A família é o primeiro microcosmo do recém-nascido. Nela a criança se torna corintiana ou palmeirense, solidária ou egoísta, católica ou evangélica. Bom ou mal profissional, porque nela se formam os hábitos.

Numa linguagem mais dura: a família fabrica bons ou maus cidadãos, pessoas preconceituosas ou não, aliás, todos os preconceitos nascem na família. Numa linguagem mais filosófica: é a filogênese se realizando na ontogênese.

Meu neto era corintiano (que frustração) enquanto convivia com o pai (também corintiano), mas se tornou são-paulino quando passou a ter um padrasto torcedor do São Paulo. A placenta da convivência foi mais forte.

Explorar o mundo, conhecer as coisas que nos rodeiam, admirar-se diante dos fenômenos naturais. Conhecer as pessoas, mas ter a certeza de que nunca as conhecemos plenamente. Isso é vida.
Todos os ancestrais percorreram os mesmos caminhos, tentaram e tentamos passar isso para os descendentes, mas é impossível. Nunca é demais o pleonasmo: a vida precisa ser vivida a cada momento.
Cada um precisa dar suas próprias cabeçadas, experimentar a vida com seus próprios pés. Como cantou Raul Seixas:
Eu calço é 37 / Meu pai me dá 36/ Dói, mas no dia seguinte / Aperto meu pé outra vez / Eu aperto meu pé outra vez

Pai já tô indo me embora
Eu quero partir sem brigar
Já escolhi meu sapato
Que não vai mais me apertar

Se fosse diferente, não haveria mais erros. O mundo seria uma chatice, composto por robôs. Leia Admirável Mundo Novo, de Aldous Huxley.
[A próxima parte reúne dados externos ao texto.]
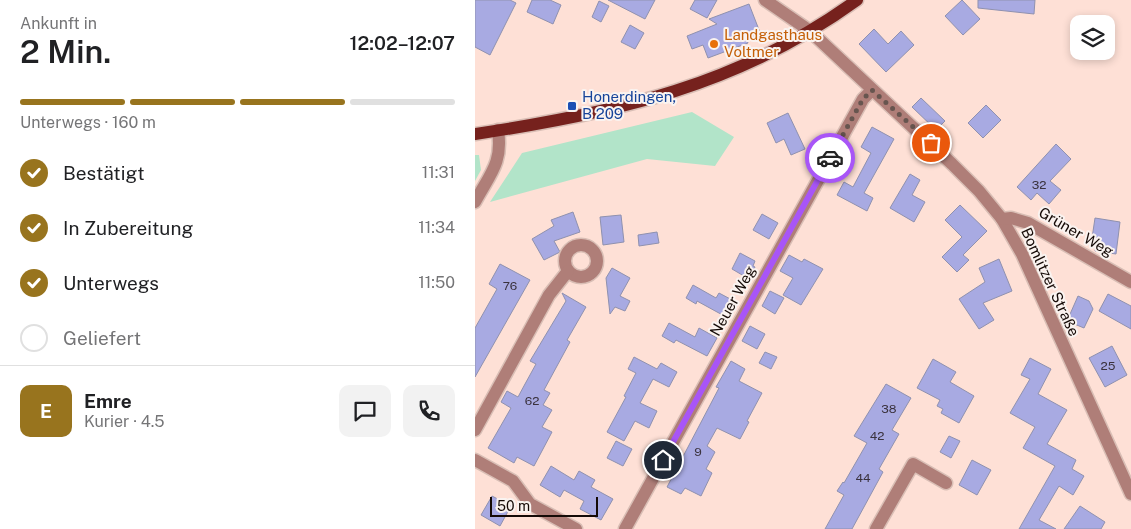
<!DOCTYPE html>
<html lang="de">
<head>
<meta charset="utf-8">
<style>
	body { margin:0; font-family:"Public Sans",sans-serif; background:#f2f2f2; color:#202124; height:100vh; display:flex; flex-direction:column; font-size:19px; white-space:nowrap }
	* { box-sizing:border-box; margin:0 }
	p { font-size:16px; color:#757577 }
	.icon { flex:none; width:28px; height:28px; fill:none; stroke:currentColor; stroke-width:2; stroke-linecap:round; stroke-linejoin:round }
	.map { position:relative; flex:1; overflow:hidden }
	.sheet { display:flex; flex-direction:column; background:#fff; width:475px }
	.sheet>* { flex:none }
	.tools { position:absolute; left:595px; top:15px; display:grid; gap:10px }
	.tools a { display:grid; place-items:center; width:45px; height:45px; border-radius:10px; background:#fff; box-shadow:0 2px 8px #0003; font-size:25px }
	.scale { position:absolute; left:15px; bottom:12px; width:108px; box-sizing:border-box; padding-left:5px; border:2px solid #150a06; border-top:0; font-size:14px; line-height:18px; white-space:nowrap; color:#150a06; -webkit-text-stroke:4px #faf3f0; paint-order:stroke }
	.pin { position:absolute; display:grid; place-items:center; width:42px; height:42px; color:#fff; margin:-21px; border:2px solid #fff; border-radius:50%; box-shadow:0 1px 5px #0007 }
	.courier { position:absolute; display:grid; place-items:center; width:50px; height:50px; margin:-25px; border:4px solid #a855f7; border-radius:50%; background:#fff; color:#222; box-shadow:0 1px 6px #0007 }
	.overview em { font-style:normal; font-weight:600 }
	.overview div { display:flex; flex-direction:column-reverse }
	.overview { display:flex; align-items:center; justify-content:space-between; height:85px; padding:0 20px }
	h1 { font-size:32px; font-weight:600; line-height:38px }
	.bar { display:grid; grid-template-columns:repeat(4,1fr); gap:8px 5px; align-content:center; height:60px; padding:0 20px }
	.bar i { height:6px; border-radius:4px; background:#e0e0e0 }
	.bar .selected { background:#98741e }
	.bar p { grid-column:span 4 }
	.line { display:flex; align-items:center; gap:12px; padding:0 20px; border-top:1px solid #e0e0e0 }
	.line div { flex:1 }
	.round { display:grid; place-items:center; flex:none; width:52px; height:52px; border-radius:10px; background:#f2f2f2 }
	ol { padding:0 20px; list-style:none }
	li { display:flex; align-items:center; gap:15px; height:55px }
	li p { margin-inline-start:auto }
	li .icon { padding:5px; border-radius:50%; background:#98741e; color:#fff; stroke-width:4 }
	li:last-child { color:#757577 }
	li i { width:28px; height:28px; border:2px solid #e0e0e0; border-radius:50% }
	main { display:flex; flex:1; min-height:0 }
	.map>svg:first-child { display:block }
	.green { fill:#b2e4c9 }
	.building { fill:#a8aae2; stroke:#8f91af }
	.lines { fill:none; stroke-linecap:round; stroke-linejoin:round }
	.minor-casing { stroke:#d9beb5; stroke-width:15 }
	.major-casing { stroke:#d9beb5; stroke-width:15 }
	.minor { stroke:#af7e78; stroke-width:12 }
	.major { stroke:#76211d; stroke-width:12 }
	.done { stroke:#67554f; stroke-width:5; stroke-dasharray:0 9 }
	.route { stroke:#a855f7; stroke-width:6 }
	.food-dot { fill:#e8710a; stroke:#faf3f0; stroke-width:2 }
	.transit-dot { fill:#1a4fb4; stroke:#faf3f0; stroke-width:2 }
	.labels { text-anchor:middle; stroke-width:4; stroke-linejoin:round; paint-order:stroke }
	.number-label { font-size:12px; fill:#3a323d }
	.food-label { font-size:15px; fill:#c56008; stroke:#faf3f0; text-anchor:start }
	.transit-label { font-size:15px; fill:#164399; stroke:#faf3f0; text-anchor:start }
	.street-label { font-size:15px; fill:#150a06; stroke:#faf3f0 }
</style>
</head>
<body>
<main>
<section class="sheet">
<div class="overview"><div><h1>2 Min.</h1><p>Ankunft in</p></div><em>12:02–12:07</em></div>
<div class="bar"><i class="selected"></i><i class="selected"></i><i class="selected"></i><i></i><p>Unterwegs · 160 m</p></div>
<ol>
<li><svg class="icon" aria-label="check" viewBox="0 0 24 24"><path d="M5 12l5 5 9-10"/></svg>Bestätigt<p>11:31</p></li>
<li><svg class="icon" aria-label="check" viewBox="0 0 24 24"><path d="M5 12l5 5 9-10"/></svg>In Zubereitung<p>11:34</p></li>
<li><svg class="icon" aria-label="check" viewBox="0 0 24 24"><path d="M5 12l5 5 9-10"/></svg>Unterwegs<p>11:50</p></li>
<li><i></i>Geliefert</li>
</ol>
<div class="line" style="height:90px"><b class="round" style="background:#98741e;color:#fff">E</b><div><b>Emre</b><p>Kurier · 4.5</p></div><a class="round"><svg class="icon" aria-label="chat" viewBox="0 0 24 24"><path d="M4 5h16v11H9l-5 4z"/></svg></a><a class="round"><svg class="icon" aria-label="phone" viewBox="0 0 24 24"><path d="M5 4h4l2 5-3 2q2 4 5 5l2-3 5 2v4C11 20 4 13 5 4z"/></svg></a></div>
</section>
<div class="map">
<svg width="656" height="529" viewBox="0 0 656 529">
	<rect width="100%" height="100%" fill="#fee0d6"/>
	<g class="green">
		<path d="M217,112L259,137L240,166L172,159L15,202L47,153Z"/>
		<path d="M0,155H4L6,170L0,181Z"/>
	</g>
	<g class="building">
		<path d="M0,0H35L41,3L15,55L0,47Z"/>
		<path d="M57,0H75L86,5L78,24L52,12Z"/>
		<path d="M133,0H180L170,19Z"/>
		<path d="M220,0H242L232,18L215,9Z"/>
		<path d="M487,0L505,19L488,35L470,16Z"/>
		<path d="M503,0H560L559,14L503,8Z"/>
		<path d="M124,1L134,6L126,22L117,17Z"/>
		<path d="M274,4L286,35L272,40L273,43L233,58L228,45L217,49L212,36L242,24L234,19Z"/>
		<path d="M155,25L169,33L160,49L146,42Z"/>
		<path d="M399,29L413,44L426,31L439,45L411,72L384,44Z"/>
		<path d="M446,98L470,121L461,130L437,107Z"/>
		<path d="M511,105L526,120L508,138L493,123Z"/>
		<path d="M313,113L330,149L316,155L309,139L301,143L292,123Z"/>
		<path d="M397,127L419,139L389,193L398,198L392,211L362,195L369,182L378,187L396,153L386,147Z"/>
		<path d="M581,144L596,159L575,181L586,190L574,204L562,193L556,200L542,187Z"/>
		<path d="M435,174L445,180L437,195L450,202L439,222L415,208Z"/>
		<path d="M485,205L512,231L488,255L494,260L482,272L467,257L487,237L470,220Z"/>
		<path d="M98,212L105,232L79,241L85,252L69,260L57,239L79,226L76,220Z"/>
		<path d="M287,214L303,223L294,239L278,230Z"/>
		<path d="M146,215L149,242L128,245L125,217Z"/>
		<path d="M620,218L645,222L641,254L620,251L621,245H616Z"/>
		<path d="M182,232L184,243L164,246L163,235Z"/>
		<path d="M265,253L280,261L278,266L280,267L274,279L257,269Z"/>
		<path d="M314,255L327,262L329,259L348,269L326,305L308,295L318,278L305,271Z"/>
		<path d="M524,259L537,291L508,303L519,320L504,329L484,299L510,282L504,268Z"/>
		<path d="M25,264L55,280L0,377V328L22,289L14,284Z"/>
		<path d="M137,268L155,278L145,296L155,301L150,311L140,307L135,314L131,278Z"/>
		<path d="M218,285L241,298L244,293L259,301L256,306L259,308L253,318L222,301L221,304L211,298Z"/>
		<path d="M295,291L309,298L300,314L287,306Z"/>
		<path d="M87,293L111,307L92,340L95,342L69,390L75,393L68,405L77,410L67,427L77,432L59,466L42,457L39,463L13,448L36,408L26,402L32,391L43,397L50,384L61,364L55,361L91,301Z"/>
		<path d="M633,294L656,306V329L624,311Z"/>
		<path d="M603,296L614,301L618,309L609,328L592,321Z"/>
		<path d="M194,323L220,337L224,328L242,338L232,356L201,340L199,343L187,336Z"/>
		<path d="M275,326L290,334L282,349L267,341Z"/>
		<path d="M637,346L652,375L630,387L614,358Z"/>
		<path d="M290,352L302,357L296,369L284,363Z"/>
		<path d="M159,357L182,369L186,363L202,372L194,387L178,379L165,403L182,411L174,428L160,421L149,441L132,432L151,397L149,396L161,373L153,369Z"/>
		<path d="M555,358L576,369L563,394L592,410L572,444L601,460L597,469L609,476L598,495L584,486L564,520L581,529H544L580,466L548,448L560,427L535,413L555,379L546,375Z"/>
		<path d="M458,359L481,372L475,382L499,396L484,423L466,413L468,409L462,406L465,400L442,388Z"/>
		<path d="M256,361L270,369L264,381L287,393L272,421L274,422L265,439L242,428L232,446L240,452L231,469L237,473L226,496L210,488L206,494L192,487L244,388L241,387Z"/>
		<path d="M411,384L436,398L417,430L424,434L404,469L408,472L377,529H350L369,495L362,491L368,482L369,483L392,443L379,436Z"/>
		<path d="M474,436L485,441L476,458L465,452Z"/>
		<path d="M141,441L157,449L148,466L132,458Z"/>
		<path d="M497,460L516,470L502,495L484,485Z"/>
		<path d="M76,466L99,480L104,471L120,480L116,487L138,499L126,520L105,509L109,501L89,490L85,497L65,485Z"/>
		<path d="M17,496L36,506L25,526L6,515Z"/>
		<path d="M605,506L630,522L626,529H589Z"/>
	</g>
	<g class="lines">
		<g class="minor-casing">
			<g id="minor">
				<path d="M290,0L335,31L477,164L504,191L527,219L547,254L656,494"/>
				<path d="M0,202C15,174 28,163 23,130"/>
				<path d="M527,219L536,218L553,223L656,282"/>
				<circle cx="106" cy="261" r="16"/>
				<path d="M0,430L74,295L93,271"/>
				<path d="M0,460L38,481L55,504L101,529"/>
				<path d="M150,529L388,99L397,90"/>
				<path d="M401,529L438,464L471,483"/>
			</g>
		</g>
		<g class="major-casing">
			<path id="major" d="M0,134C141,113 265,85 382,0"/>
		</g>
		<use href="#minor" class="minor"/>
		<use href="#major" class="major"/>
	</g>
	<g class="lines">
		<path class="done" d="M355,158L388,99L397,90L456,143"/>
		<path class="route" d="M188,460L355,158"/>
	</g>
	<circle class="food-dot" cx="239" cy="44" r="5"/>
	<rect class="transit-dot" x="92" y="101" width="10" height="10" rx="2.5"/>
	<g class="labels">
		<g class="number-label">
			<text x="564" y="189">32</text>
			<text x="35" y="290">76</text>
			<text x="633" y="370">25</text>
			<text x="57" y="405">62</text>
			<text x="414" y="413">38</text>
			<text x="402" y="440">42</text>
			<text x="223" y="456">9</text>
			<text x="388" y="482">44</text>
		</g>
		<g class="food-label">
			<text x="249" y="40">Landgasthaus<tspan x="249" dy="17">Voltmer</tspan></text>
		</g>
		<g class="transit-label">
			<text x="107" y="102">Honerdingen,<tspan x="107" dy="17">B 209</tspan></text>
		</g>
		<g class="street-label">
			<text transform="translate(601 232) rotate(30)" y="5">Grüner Weg</text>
			<text transform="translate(575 282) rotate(65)" y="5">Bomlitzer Straße</text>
			<text transform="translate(258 301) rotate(-61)" y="5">Neuer Weg</text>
		</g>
	</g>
</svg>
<div class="tools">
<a><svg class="icon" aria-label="layers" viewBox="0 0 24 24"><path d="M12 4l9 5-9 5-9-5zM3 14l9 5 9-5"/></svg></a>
</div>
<div class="scale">50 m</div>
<div class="pin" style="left:456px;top:143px;background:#ea580c"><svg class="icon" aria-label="bag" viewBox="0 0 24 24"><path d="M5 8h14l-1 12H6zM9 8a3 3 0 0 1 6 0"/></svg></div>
<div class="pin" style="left:188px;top:460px;background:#1f2937"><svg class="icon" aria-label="home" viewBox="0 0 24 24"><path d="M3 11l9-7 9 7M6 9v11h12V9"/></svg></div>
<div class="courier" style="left:355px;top:158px"><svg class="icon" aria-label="car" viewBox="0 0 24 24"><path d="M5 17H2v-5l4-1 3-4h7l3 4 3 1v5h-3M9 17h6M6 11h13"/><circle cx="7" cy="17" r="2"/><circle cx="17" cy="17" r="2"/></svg></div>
</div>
</main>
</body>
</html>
Na vida, não há aulas teóricas.

*Hélio Consolaro é professor, jornalista e escrito. Secretário municipal de Cultura de Araçatuba-SP 

Um comentário:

Flores da Vergonha disse...

Meu caro Hélio, as suas divagações filosóficas lembraram-me de uma passagem de um dos livros mais fascinantes que li, "A insustentável leveza do ser", de Milan Kundera: "nunca se pode saber aquilo que se deve querer, pois só se tem uma vida e não se pode nem compará-la com as vidas anteriores nem corrigi-las nas vidas posteriores. Não existe meio de verificar qual é a boa decisão, pois não existe termo de comparação. Tudo é vivido pela primeira vez e sem preparação. Como se um ator entrasse em cena sem nunca ter ensaiado. Mas o que pode valer a vida, se o primeiro ensaio da vida já é a própria vida? É isso que faz com que a vida pareça sempre um esboço. No entanto, mesmo o esboço não é a palavra certa porque um esboço é sempre um projeto de alguma coisa, a preparação de um quadro, ao passo que o esboço que é a nossa vida não é o esboço de nada, é um esboço sem quadro." Um grande abraço. Alaor Tristante Júnior.